German rescue dog association member awarded Taiwan Fire Service Medal

Peter Göttert (photo courtesy of Ministry of Foreign Affairs)
Peter Göttert (photo courtesy of Ministry of Foreign Affairs)

Taipei, Dec. 11 (CNA) A representative of the German Search and Rescue Dog Association that provided assistance to Taiwan in the wake of a deadly earthquake in 1999 was awarded Taiwan's Fire Service Medal in Munich on Tuesday.

In addition to receiving medal, the special representative Peter Göttert was made an honorary citizen of Taichung City, in recognition of his efforts as one of the team leaders from the German Search and Rescue Dog Association who sent a rescue team to work at the disaster sites after the quake and later helped establish a canine search and rescue operation in Taiwan.

The medal was presented by Hsu Tsong-ming (許聰明), Taiwan's top representative in Munich, on behalf of the National Fire Agency (NFA), according to a press release from Hsu's office. Göttert's honorary citizenship in Taichung also reflects the fact that the central Taiwan city is home to the first overseas branch of the German association, according to the press release.

On Sept. 21, 1999, a magnitude-7.3 earthquake struck central Taiwan, claiming some 2,400 lives and injuring 11,000 people, mainly in Jiji Township, Nantou County.

One year later, the National Fire Agency established its own canine search and rescue team, with the assistance of the German association.
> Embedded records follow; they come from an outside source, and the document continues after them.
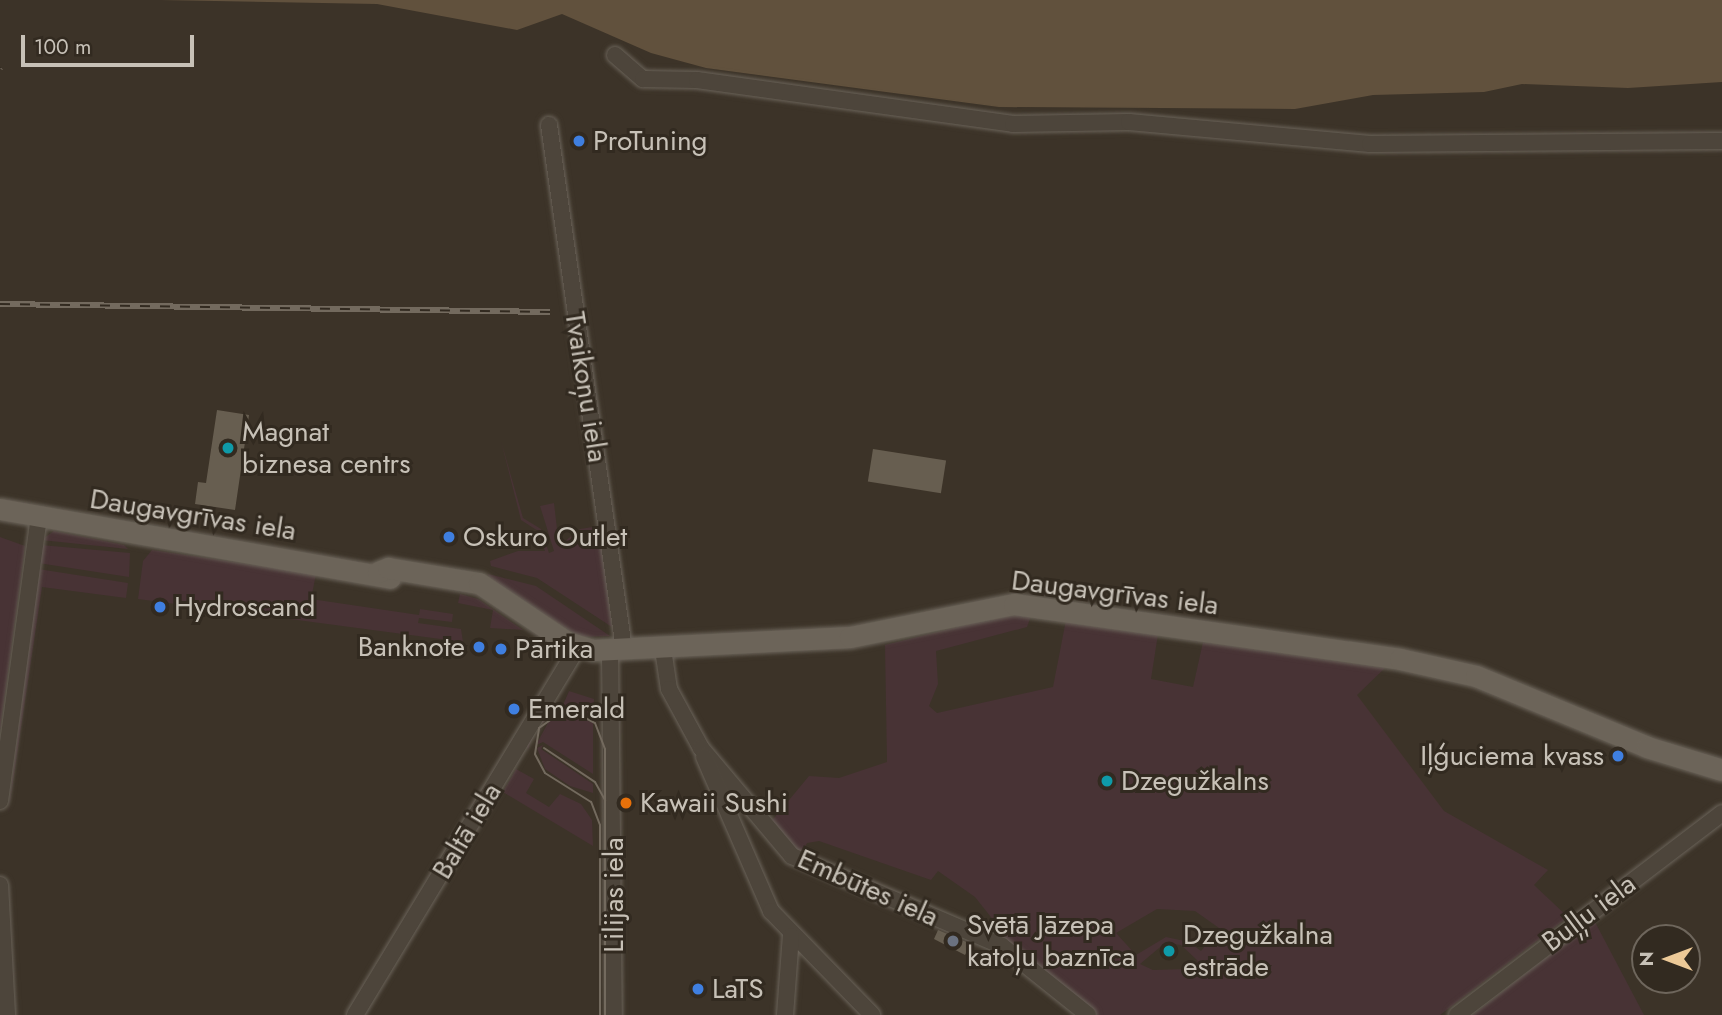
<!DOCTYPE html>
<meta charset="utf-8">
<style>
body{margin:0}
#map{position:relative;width:1722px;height:1015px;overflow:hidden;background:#3c3328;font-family:Jost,sans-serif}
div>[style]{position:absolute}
.green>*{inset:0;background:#483335}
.water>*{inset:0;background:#61513d}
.building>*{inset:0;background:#675e50;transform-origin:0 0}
.roads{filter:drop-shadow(0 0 2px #6a6359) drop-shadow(0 0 2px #6a6359)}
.minor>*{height:16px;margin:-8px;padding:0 8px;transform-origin:8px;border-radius:8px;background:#4d453b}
.major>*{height:21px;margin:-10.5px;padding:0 10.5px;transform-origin:10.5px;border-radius:10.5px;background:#6c6459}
.tram>*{height:2px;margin:-1px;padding:0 1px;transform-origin:1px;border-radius:1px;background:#736a5e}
.rail>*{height:6px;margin-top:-3px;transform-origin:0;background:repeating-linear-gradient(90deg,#322a20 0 10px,#736a5e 0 20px);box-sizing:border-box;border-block:2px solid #736a5e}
.dots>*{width:19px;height:19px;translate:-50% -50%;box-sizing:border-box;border:4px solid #322a20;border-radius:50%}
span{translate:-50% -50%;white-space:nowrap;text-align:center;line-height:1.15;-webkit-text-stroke:6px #322a20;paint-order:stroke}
.poi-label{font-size:28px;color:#c7c1b7}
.left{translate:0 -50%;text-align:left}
.right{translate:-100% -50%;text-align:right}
.street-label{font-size:28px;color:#c7c1b7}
.north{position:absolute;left:1631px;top:924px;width:70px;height:70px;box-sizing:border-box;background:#322a20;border:2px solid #6e665c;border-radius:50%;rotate:270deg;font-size:19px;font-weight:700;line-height:28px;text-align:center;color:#c7c1b7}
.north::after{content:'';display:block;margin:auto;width:24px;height:32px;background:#ecc997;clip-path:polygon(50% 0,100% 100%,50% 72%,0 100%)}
.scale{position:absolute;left:21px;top:35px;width:173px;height:32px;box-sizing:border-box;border:4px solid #c7c1b7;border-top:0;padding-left:9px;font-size:21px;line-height:24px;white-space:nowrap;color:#c7c1b7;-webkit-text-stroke:5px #322a20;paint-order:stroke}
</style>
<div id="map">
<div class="green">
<i style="clip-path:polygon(501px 441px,523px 518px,541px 529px,549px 553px,554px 551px,540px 506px,554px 503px,559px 546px,580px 529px,599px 526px,612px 627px,537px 578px,491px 566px,490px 561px,518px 551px,545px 551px,538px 531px,521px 520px)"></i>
<i style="clip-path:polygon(54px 531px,124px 545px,128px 549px,41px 540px)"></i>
<i style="clip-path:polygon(0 537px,25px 546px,0 730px)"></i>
<i style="clip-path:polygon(41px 545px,130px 553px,129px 577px,38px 563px)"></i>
<i style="clip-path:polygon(152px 550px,316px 574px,311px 599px,419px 615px,420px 609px,453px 614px,452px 622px,419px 618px,418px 623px,461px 629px,463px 642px,138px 599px,143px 561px)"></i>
<i style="clip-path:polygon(38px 569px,128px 583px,126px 598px,42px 587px,8px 815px)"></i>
<i style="clip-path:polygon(488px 574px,536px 586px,610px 636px,580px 637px,492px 584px)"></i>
<i style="clip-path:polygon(460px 594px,478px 599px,523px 630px,490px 628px,493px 610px,458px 603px)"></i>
<i style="clip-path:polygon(evenodd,1009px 614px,1031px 616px,1027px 627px,936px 651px,938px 684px,929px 706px,937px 713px,1053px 687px,1066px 620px,1158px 634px,1151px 679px,1193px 687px,1203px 642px,1385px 668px,1357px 695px,1444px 811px,1548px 870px,1534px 885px,1568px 917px,1440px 1015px,1096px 1015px,999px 936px,1002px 931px,975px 897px,938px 871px,931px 880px,819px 841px,807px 843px,800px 857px,770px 823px,809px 776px,839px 778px,887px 762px,885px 645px,1009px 614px,1157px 909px,1195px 911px,1219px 928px,1201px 951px,1189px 942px,1166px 937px,1136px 955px,1116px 933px,1157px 909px,1009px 614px,1165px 943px,1181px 945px,1198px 961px,1186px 969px,1153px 970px,1140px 964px,1165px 943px)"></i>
<i style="clip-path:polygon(569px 691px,594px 699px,593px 718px,580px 711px,557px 712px,537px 727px,528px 749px,526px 745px,543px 716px,563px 705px)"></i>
<i style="clip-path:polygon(570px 713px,593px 723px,593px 774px,543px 742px,536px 745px,549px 721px)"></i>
<i style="clip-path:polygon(543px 745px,541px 749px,593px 784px,593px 793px,570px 786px,545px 769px,537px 748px)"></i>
<i style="clip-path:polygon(516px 769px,534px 779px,526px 793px,549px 807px,560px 794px,581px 804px,592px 820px,593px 846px,503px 792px)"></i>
<i style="clip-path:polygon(1595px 922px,1644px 1015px,1473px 1015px,1540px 962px)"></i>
</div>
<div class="water">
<i style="clip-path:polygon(160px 0,1722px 0,1722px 82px,1628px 88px,1522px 84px,1484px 92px,1373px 95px,1295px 109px,999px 107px,706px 68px,651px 53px,562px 14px,517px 30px,377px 4px)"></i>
</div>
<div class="building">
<i style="clip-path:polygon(217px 410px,249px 415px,235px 510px,195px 504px,198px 482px,206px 483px)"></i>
<i style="left:873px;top:449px;width:74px;height:33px;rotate:9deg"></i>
<i style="clip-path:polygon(938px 930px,971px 944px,965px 955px,934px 939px)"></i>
</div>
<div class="roads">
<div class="minor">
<i style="left:615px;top:55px;width:37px;rotate:41deg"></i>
<i style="left:643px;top:79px;width:54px;rotate:1.1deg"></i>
<i style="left:697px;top:80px;width:319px;rotate:7.9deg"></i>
<i style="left:1013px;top:124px;width:116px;rotate:-1deg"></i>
<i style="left:1129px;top:122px;width:242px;rotate:5.2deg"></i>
<i style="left:1370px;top:144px;width:352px;rotate:-0.5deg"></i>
<i style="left:549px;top:125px;width:529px;rotate:81.85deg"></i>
<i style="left:663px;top:649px;width:40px;rotate:81.5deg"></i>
<i style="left:669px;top:689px;width:67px;rotate:61.5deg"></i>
<i style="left:701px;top:748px;width:141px;rotate:49.9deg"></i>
<i style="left:792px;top:856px;width:228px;rotate:23.2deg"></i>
<i style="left:1002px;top:946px;width:110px;rotate:38.7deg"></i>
<i style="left:610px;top:650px;width:365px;rotate:89.4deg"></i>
<i style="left:704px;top:757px;width:168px;rotate:66.5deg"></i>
<i style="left:771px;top:911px;width:145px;rotate:45.8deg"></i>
<i style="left:0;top:801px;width:287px;rotate:-82.2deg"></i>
<i style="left:0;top:885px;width:130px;rotate:86.9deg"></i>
<i style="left:355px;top:1015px;width:430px;rotate:-58.8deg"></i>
<i style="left:785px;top:1015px;width:79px;rotate:-85.7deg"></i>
<i style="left:1457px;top:1015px;width:333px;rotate:-37.3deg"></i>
</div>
<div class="major">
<i style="left:0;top:509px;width:396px;rotate:10deg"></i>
<i style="left:378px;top:572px;width:11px;rotate:-22deg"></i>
<i style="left:388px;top:568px;width:92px;rotate:9.4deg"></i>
<i style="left:479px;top:583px;width:106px;rotate:33.8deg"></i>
<i style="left:567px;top:642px;width:28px;rotate:17deg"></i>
<i style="left:594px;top:650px;width:256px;rotate:-2.9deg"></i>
<i style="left:850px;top:637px;width:167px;rotate:-11.4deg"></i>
<i style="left:1014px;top:604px;width:390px;rotate:8.1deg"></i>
<i style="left:1400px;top:659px;width:78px;rotate:12.6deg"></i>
<i style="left:1476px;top:676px;width:185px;rotate:22.5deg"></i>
<i style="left:1647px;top:747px;width:78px;rotate:17deg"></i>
</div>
</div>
<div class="tram">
<i style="left:544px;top:748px;width:61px;rotate:33.7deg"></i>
<i style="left:595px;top:782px;width:21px;rotate:61deg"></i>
<i style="left:600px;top:1015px;width:190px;rotate:-90deg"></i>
<i style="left:600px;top:825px;width:25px;rotate:-111deg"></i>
<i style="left:591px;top:802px;width:54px;rotate:-147.8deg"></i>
<i style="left:545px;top:773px;width:21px;rotate:-118deg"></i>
<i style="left:535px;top:754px;width:26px;rotate:-81deg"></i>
<i style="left:539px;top:728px;width:28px;rotate:-35deg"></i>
<i style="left:562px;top:712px;width:14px;rotate:4deg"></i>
<i style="left:576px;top:713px;width:21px;rotate:28deg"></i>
<i style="left:595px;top:723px;width:28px;rotate:69deg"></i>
<i style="left:605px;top:749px;width:266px;rotate:90deg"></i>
</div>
<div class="rail">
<i style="left:0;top:68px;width:1px;rotate:-45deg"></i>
<i style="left:0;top:304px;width:550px;rotate:0.83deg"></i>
</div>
<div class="dots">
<i style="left:579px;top:141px;background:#3f7fe0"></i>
<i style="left:228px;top:448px;background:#0f9aa8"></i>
<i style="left:449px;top:537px;background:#3f7fe0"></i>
<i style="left:160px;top:607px;background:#3f7fe0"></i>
<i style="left:479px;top:647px;background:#3f7fe0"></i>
<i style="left:501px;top:649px;background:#3f7fe0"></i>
<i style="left:514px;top:709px;background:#3f7fe0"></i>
<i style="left:1618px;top:756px;background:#3f7fe0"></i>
<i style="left:1107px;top:781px;background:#0f9aa8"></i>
<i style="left:626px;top:803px;background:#e8710a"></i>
<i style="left:953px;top:941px;background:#6b7280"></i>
<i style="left:1169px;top:951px;background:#0f9aa8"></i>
<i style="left:698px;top:989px;background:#3f7fe0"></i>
</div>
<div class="poi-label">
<span class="left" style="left:593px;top:141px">ProTuning</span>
<span class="left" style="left:242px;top:448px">Magnat<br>biznesa centrs</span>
<span class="left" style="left:463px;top:537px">Oskuro Outlet</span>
<span class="left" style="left:174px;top:607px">Hydroscand</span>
<span class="right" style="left:465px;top:647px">Banknote</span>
<span class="left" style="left:515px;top:649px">Pārtika</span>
<span class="left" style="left:528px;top:709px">Emerald</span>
<span class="right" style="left:1604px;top:756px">Iļģuciema kvass</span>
<span class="left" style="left:1121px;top:781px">Dzegužkalns</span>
<span class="left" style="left:640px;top:803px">Kawaii Sushi</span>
<span class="left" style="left:967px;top:941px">Svētā Jāzepa<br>katoļu baznīca</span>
<span class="left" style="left:1183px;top:951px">Dzegužkalna<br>estrāde</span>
<span class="left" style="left:712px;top:989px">LaTS</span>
</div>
<div class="street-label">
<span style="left:586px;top:387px;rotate:81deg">Tvaikoņu iela</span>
<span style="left:193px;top:515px;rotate:9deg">Daugavgrīvas iela</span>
<span style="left:1115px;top:593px;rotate:7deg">Daugavgrīvas iela</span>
<span style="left:467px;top:831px;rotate:-59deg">Baltā iela</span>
<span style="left:868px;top:888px;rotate:24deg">Embūtes iela</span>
<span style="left:614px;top:895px;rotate:-90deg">Lilijas iela</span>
<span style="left:1589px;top:913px;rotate:-37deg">Buļļu iela</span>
</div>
<div class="north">N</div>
<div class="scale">100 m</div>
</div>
In 2016, the association invited the NFA canine search and rescue team to attend a training session in Germany, and the next year, the association sent experts to Taiwan to train local rescue dogs and sign memorandums of understanding with the Taichung City government and Ministry of the Interior.

The association opened its first overseas branch office at the international NGO center in Taichung in 2018, with the aim of facilitating exchanges with its Taiwanese counterparts and others in the Asia Pacific region.

The association, known as the Bundesverband Rettungshunde in Germany, was founded in 1976 and is the oldest search and rescue organization of its kind in its home country. It has 2,300 members at 82 units nationwide and has trained more than 700 dogs that have passed the search and rescue test.